“Be happy, my children! you have earned the right,” said the poor father in heart-rending tones. “You may love without one bitter thought.”
As he said these words he took his wife’s hands and kissed them with a sacred and admiring effect which touched Constance more than the brightest gaiety. When they reached the house where Pillerault, the Ragons, the Abbe Loraux, and Popinot the judge were waiting for them, these five choice people assumed an air and manner and speech which put Cesar at his ease; for all were deeply moved to see him still on the morrow of his great disaster.
“Go and take a walk in the Aulnay woods,” said Pillerault, putting Cesar’s hand into that of Constance; “go with Anselme and Cesarine! but come back by four o’clock.”
“Poor souls, we should be a restraint upon them,” said Madame Ragon, touched by the deep grief of her debtor. “He will be very happy presently.”
“It is repentance without sin,” said the Abbe Loraux.
“He could rise to greatness only through adversity,” said the judge.
To forget is the great secret of strong, creative natures,—to forget, in the way of Nature herself, who knows no past, who begins afresh, at every hour, the mysteries of her untiring travail.
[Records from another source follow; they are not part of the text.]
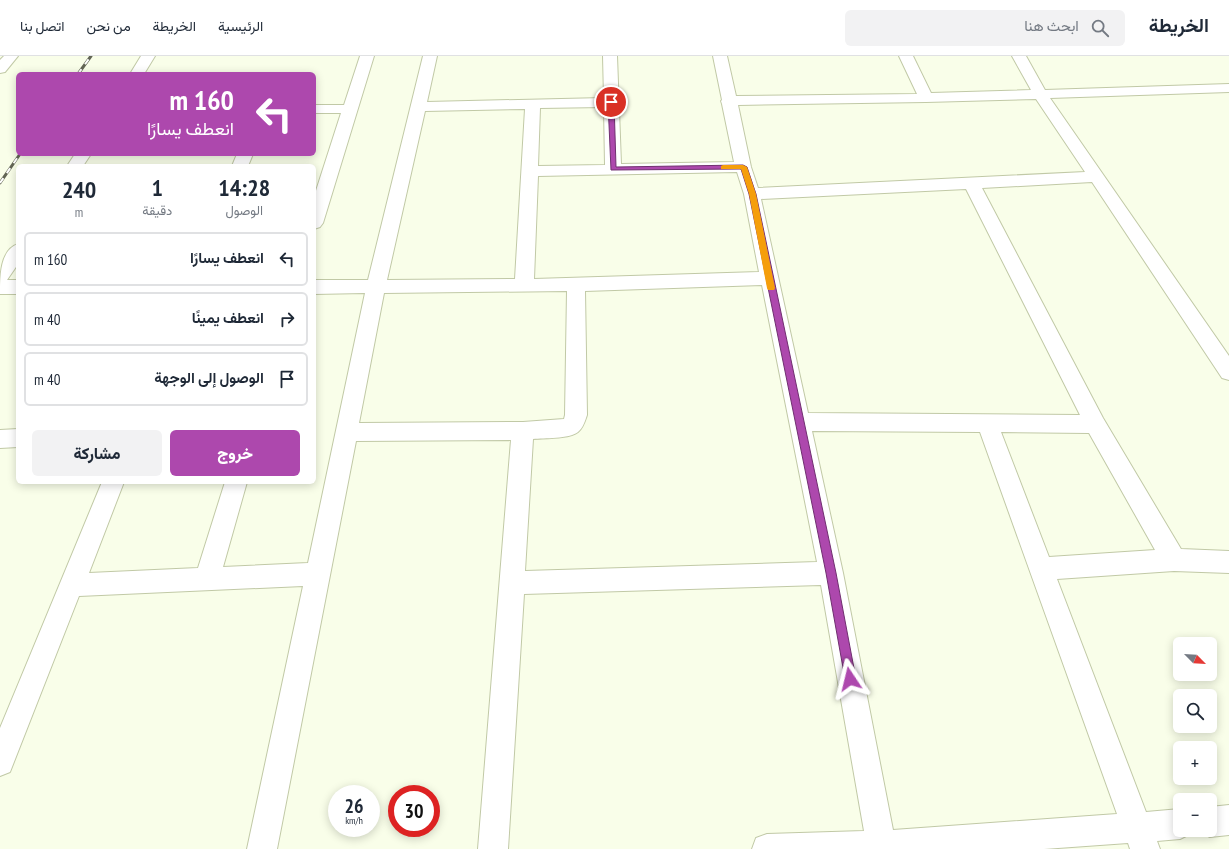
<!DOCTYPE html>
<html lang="ar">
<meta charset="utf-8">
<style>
:root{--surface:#fff;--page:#f2f2f3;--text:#1f2937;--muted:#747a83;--line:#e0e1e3;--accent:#ad48ad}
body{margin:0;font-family:"PT Sans Narrow",Vazirmatn,sans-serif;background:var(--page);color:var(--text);direction:rtl;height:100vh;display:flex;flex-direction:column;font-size:15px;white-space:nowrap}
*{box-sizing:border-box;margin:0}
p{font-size:13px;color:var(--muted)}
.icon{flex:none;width:22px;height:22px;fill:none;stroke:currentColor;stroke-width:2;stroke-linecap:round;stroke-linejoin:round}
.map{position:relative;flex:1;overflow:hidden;direction:ltr}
.details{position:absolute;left:16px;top:108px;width:300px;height:320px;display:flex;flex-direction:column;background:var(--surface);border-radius:6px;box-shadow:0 2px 10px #0003;direction:rtl}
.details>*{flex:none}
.guide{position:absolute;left:16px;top:16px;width:300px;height:84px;border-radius:6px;box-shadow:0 2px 10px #0003;direction:rtl;background:#ad48ad;color:#fff;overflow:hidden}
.needle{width:26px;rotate:114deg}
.tools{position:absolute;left:1173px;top:581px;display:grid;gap:8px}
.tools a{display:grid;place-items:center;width:44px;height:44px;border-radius:6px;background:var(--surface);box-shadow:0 2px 10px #0003;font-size:20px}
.speed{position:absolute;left:328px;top:729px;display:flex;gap:8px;font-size:20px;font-weight:700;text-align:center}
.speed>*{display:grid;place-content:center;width:52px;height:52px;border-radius:50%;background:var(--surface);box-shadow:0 2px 10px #0003;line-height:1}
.speed small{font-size:10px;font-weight:400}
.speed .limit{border:6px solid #d22;background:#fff;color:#111}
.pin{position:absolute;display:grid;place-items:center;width:34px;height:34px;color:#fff;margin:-17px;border:2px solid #fff;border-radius:50%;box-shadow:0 1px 4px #0007}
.me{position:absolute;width:44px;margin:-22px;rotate:350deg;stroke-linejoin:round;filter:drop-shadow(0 0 3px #0008)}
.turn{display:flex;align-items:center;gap:14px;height:84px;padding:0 16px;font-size:18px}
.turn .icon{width:52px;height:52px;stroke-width:2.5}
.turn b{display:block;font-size:28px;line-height:34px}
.eta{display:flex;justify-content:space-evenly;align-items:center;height:68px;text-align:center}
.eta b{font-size:24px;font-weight:800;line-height:28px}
.cta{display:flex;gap:8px;margin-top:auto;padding:8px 16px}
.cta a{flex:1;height:46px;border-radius:6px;background:var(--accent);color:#fff;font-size:16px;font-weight:800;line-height:46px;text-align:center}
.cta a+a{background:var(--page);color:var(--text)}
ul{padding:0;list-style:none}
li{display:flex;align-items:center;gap:12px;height:54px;margin:0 8px 6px;padding:0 8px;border:2px solid var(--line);border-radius:6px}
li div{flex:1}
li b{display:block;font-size:15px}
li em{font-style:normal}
header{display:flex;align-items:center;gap:24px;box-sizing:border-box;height:56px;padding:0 20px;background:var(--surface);border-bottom:1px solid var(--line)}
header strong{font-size:19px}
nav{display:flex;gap:22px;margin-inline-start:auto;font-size:14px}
.search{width:280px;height:36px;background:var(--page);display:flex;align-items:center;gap:10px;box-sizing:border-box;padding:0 14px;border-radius:6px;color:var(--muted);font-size:15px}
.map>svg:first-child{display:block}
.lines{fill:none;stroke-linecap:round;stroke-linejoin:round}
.minor-casing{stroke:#c1c9a6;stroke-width:2}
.minor{fill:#fff;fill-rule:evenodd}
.rail-casing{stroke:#626555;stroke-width:3}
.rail{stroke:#fff;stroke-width:2;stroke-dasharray:6;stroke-linecap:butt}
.route{fill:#ad48ad;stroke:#702f70}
.slow{fill:#f59e0b}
</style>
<header>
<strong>الخريطة</strong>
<div class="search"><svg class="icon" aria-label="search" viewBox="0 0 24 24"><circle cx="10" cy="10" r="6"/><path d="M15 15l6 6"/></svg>ابحث هنا</div>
<nav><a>الرئيسية</a><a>الخريطة</a><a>من نحن</a><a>اتصل بنا</a></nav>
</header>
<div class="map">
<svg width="1229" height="793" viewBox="0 0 1229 793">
<rect width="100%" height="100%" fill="#f9fee9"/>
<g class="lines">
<defs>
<path id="minor" d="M4,0h14l-13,16 -5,1v-13z
M141,0h14l-11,18h-14z
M360,0h14l-51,167 -3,4 -6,2v-32l27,-84h-27v-8h30z
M423,0h14l-10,46 177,-4 -1,-42h14l4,108 113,-2 -12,-58 -1,-3 1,-1 -9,-44h14l9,40 181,-2 -18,-38h14l18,37 100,-3 -19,-34h14l19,34 184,-6v8l-179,6 179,258v24l-7,-2 -130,-196 -110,6 121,230 78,131 48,2v22l-55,-2 -117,8 89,233 34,-3v21h12l-2,4 -10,5 -23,2 3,8h-30l-2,-6 -84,6h-292l4,-11 11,-4 97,-3 -43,-246 -297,9 -16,255h-30l33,-409 -155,1 -79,408h-30l56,-263 -224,10 -69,176 -10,4v-48l102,-246h22l-35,91 109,-5 27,-86h22l-24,85 85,-4 57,-270 -51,1v-14h54zM1036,43l49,73 -327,16 -7,-21 -13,-62 188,-3zM604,51l1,58 -67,1 2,-58zM525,53l-10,170 -128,1 38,-169zM737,116l7,22 15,78 -225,7 4,-103zM966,133l114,226 -272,-2 -47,-214zM762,229l55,277 -292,9 8,-132c11,-1 36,0 45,-7 5,-4 7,-11 9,-17l-2,-124zM567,235l-2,124 -1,4 -41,3 -164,1 25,-130zM812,375l168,1 137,382 -224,16 -50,-257zM1001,376l88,1 66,117 -106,7z
M75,98h16l-8,12h-16z
M237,98h16l-5,12h-16z
M18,188v20l-11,16h11v14h-18c0,-18 0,-44 18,-50z
M18,373v18l-18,1v-18z
M1229,749v30l-19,2 -10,-5 -1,-2h11v-23z"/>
</defs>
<use href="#minor" class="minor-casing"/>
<use href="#minor" class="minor"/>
<defs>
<path id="rail" d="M78,18l13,-18
M0,127l20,-29"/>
</defs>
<use href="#rail" class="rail-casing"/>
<use href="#rail" class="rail"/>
</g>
<path class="route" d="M611,44l3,2 2,65 127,-2 4,2 9,27 80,379 20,106 -2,4 -4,1 -3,-1 -2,-4 -19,-106 -77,-379 -8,-25 -130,1 -3,-68z"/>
<path class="slow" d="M723,109h20l4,2 9,27 19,94 -1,2h-6l-1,-2 -18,-94 -8,-25h-20v-3z"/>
</svg>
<div class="tools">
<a><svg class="needle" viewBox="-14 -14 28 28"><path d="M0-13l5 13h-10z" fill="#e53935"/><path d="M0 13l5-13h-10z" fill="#747a83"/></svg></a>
<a><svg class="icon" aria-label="search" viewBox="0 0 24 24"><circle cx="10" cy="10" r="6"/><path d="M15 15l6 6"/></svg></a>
<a>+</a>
<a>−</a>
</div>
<div class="speed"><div>26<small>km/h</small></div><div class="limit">30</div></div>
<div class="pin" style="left:611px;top:46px;background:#d93025"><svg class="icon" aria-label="arrive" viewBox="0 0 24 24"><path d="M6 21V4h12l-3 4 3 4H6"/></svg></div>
<svg class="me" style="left:850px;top:623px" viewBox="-20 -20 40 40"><path d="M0-17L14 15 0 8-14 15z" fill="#ad48ad" stroke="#fff" stroke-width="4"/></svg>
<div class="guide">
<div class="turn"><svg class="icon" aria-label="left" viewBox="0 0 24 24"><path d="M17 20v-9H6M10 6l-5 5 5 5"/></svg><div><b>160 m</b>انعطف يسارًا</div></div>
</div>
<section class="details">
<div class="eta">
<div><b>14:28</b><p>الوصول</p></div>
<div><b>1</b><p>دقيقة</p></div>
<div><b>240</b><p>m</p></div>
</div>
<ul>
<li><svg class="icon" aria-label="left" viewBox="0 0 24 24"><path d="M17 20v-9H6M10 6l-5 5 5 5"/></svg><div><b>انعطف يسارًا</b></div><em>160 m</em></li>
<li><svg class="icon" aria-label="right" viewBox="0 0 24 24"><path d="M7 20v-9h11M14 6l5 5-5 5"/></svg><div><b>انعطف يمينًا</b></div><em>40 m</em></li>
<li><svg class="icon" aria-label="arrive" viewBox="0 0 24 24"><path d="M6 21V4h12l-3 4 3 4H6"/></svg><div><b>الوصول إلى الوجهة</b></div><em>40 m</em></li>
</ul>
<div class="cta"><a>خروج</a><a>مشاركة</a></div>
</section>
</div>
Feeble existences, like that of Birotteau, live sunk in sorrows, instead of transmuting them into doctrines of experience: they let them saturate their being, and are worn-out, finally, by falling more and more under the weight of past misfortunes.
When the two couples reached the path which leads to the woods of Aulnay, placed like a crown upon the prettiest hillside in the neighborhood of Paris, and from which the Vallee-aux-Loups is seen in all its coquetry, the beauty of the day, the charm of the landscape, the first spring verdure, the delicious memory of the happiest day of all his youth, loosened the tight chords in Cesar’s soul; he pressed the arm of his wife against his beating heart; his eye was no longer glassy, for the light of pleasure once more brightened in it.
“At last,” said Constance to her husband, “I see you again, my poor Cesar. I think we have all behaved well enough to allow ourselves a little pleasure now and then.”